(WORK INSTRUCTIONS):
Go through the material under this sentence. Return every line holding "relate".

(GIVEN RECORDS):
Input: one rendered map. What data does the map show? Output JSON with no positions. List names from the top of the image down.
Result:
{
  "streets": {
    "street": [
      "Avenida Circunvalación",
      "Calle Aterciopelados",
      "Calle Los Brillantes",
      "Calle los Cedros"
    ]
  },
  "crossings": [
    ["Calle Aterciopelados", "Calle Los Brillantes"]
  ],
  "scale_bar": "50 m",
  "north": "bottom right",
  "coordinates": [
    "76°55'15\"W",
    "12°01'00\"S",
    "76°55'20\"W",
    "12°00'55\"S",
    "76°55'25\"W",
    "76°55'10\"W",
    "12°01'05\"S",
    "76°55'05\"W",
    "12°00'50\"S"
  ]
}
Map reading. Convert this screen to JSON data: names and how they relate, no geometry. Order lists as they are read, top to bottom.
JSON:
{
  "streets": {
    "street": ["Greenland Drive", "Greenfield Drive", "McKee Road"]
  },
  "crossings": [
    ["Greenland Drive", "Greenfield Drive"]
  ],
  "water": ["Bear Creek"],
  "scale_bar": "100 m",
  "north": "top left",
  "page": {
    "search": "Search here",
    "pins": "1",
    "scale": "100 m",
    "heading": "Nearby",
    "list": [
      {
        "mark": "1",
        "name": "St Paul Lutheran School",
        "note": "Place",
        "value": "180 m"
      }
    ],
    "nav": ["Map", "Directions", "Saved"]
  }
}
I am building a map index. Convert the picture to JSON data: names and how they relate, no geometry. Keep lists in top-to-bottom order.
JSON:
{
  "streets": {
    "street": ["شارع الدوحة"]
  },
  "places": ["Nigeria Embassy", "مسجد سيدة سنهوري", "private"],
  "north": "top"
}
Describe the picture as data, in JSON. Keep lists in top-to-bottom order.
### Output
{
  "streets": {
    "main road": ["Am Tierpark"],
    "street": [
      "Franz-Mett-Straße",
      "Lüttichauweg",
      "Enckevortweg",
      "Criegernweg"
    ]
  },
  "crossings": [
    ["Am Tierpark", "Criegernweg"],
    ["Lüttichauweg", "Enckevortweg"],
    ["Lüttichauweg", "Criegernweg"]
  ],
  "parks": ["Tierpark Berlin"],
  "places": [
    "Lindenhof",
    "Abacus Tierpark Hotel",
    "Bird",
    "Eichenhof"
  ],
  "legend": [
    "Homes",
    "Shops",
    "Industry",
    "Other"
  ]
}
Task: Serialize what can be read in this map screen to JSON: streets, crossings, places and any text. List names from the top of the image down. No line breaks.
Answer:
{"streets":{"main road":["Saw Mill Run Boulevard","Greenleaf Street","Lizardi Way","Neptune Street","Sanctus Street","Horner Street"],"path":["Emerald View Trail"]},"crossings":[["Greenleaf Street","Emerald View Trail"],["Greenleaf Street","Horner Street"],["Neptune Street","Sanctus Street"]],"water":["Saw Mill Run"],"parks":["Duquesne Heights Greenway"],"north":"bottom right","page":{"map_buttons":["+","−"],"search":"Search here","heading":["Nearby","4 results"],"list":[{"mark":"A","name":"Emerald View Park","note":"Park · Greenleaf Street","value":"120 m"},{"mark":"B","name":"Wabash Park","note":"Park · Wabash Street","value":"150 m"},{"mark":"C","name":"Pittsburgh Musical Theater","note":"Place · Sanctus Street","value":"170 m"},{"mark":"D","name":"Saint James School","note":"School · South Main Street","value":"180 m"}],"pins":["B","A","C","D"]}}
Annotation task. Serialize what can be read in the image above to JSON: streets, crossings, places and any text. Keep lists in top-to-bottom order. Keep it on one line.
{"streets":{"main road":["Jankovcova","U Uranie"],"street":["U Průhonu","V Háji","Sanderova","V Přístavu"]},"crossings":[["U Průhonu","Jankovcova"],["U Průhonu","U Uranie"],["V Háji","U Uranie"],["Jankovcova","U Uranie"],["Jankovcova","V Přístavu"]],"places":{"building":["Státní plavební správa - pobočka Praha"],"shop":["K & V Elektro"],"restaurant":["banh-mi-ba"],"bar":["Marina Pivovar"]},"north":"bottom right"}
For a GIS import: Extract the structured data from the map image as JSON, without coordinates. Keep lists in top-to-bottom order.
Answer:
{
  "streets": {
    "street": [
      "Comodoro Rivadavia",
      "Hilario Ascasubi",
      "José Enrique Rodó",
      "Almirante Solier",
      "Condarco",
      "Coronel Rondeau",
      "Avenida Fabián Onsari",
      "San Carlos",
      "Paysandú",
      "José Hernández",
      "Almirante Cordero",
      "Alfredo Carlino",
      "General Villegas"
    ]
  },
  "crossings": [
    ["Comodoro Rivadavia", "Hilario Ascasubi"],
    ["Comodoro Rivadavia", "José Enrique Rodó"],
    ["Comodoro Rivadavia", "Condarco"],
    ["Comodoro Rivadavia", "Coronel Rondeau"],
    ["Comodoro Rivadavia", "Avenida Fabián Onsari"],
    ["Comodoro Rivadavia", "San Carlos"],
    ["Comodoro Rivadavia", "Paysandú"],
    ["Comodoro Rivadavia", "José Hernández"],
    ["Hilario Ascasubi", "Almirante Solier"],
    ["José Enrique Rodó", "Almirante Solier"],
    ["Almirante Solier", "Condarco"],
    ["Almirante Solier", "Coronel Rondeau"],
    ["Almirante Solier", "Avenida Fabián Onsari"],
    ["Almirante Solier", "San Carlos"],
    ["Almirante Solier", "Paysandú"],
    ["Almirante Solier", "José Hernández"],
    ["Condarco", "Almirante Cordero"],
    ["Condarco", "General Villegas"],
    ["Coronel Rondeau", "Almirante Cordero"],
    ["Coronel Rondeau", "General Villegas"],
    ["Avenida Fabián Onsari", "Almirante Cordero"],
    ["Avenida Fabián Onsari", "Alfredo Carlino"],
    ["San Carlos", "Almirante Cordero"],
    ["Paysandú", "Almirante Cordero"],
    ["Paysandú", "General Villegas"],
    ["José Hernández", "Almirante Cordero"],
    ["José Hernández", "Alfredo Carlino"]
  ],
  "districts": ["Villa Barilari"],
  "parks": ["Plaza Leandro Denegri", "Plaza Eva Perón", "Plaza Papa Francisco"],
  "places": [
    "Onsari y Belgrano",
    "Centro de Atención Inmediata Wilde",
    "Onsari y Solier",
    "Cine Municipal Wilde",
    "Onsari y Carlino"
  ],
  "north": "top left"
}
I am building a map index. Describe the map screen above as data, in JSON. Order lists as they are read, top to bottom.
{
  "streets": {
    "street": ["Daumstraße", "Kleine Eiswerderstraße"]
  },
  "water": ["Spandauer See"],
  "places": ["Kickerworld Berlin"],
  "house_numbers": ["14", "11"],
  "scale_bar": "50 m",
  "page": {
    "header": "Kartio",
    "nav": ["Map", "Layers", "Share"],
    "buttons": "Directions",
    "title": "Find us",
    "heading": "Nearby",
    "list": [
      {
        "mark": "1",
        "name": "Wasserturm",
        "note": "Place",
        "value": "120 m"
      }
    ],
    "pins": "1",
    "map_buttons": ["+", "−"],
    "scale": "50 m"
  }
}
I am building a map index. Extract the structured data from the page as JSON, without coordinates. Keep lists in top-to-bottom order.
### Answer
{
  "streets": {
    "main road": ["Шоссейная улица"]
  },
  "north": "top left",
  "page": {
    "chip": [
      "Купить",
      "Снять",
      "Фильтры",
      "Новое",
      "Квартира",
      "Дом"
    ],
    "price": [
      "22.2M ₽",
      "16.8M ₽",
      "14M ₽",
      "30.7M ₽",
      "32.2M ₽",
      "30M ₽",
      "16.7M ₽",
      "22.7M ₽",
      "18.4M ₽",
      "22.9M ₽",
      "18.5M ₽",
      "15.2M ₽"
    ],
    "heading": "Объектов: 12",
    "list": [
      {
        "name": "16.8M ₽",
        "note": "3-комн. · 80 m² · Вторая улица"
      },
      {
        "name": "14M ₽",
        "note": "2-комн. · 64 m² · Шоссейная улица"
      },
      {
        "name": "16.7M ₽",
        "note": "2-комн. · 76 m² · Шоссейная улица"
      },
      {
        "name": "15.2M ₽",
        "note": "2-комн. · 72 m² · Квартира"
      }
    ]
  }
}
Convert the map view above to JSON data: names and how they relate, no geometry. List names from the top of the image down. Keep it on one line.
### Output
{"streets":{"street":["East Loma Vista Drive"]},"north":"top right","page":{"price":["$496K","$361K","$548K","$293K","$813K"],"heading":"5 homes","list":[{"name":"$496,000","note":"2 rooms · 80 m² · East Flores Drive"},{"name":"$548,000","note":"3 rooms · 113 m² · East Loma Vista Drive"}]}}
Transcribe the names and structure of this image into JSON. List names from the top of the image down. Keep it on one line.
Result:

(YOUR SOLUTION):
Map reading. Convert this screen to JSON data: names and how they relate, no geometry. Order lists as they are read, top to bottom.
I am building a map index. Convert the picture to JSON data: names and how they relate, no geometry. Keep lists in top-to-bottom order.
Convert the map view above to JSON data: names and how they relate, no geometry. List names from the top of the image down. Keep it on one line.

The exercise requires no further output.